Posted on 12/18/2001 11:42:31 AM PST by Publius

I'm an expert on patience. It took me eight years to get to a position where I could influence American passenger rail policy. I started out in 1993 seeking a presidential appointment to the Amtrak board of directors. It was April 2000 before I finally received a congressional appointment to the Amtrak Reform Council, a body that didn't even exist when I began my quest. I'm not complaining. Now that I am on the ARC, I have to admit it was worth the wait.

My colleagues on that panel include some of the most serious, committed, thoughtful and dedicated partisans of passenger trains in our nation's history. With only one exception, all of them want to see passenger trains run, and all of them embrace the idea that it is the responsibility of the federal government to provide the leadership and financial support for a strong and growing passenger train system in our nation.

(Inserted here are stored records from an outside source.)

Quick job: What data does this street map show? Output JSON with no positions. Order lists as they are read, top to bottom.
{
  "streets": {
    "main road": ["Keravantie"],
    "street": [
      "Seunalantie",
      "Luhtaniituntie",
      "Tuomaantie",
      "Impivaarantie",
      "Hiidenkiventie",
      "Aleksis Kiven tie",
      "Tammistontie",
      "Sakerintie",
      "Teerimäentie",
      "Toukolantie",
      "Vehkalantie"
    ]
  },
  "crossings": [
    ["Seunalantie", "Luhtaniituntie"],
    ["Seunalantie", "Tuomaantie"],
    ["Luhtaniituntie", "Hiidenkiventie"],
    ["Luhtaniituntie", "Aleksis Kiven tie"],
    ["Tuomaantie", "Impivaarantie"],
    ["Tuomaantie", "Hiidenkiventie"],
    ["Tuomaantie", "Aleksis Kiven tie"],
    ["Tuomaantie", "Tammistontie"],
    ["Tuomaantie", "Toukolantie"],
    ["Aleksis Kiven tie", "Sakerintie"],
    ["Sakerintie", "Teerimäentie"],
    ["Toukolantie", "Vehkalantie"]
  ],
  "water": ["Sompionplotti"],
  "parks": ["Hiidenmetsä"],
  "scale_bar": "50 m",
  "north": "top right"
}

Working with my colleagues on the ARC was the most exciting, stimulating and rewarding thing I have done since the early Eighties. In those days I actually ran chartered passenger trains and served full-course meals and poured wine for our first-class passengers riding in the dining and lounge cars we chartered from private owners. More than a decade ago I made an important decision about my life. I decided to switch from running passenger trains as a personal frolic to getting our government to run passenger trains as a public obligation.

The ARC Finding

On November 9, the ARC exercised one of its statutory responsibilities. The members voted 6-5 in favor of a finding that Amtrak would not become financially self-sufficient in time to meet a congressionally imposed deadline of October 1, 2002. This was something the ARC was mandated to do under the 1997 Amtrak Reform and Accountability Act, the legislation that created the ARC and laid down the mandate that Amtrak must become self-sufficient within five years. When the vote on self-sufficiency came, I voted in the minority. I voted that the ARC should not make such a finding, even though I knew at the time -- as all of the ARC members did -- that there is no possible way, and never was any possible way, that Amtrak could have reached operational self-sufficiency, deadline or no deadline.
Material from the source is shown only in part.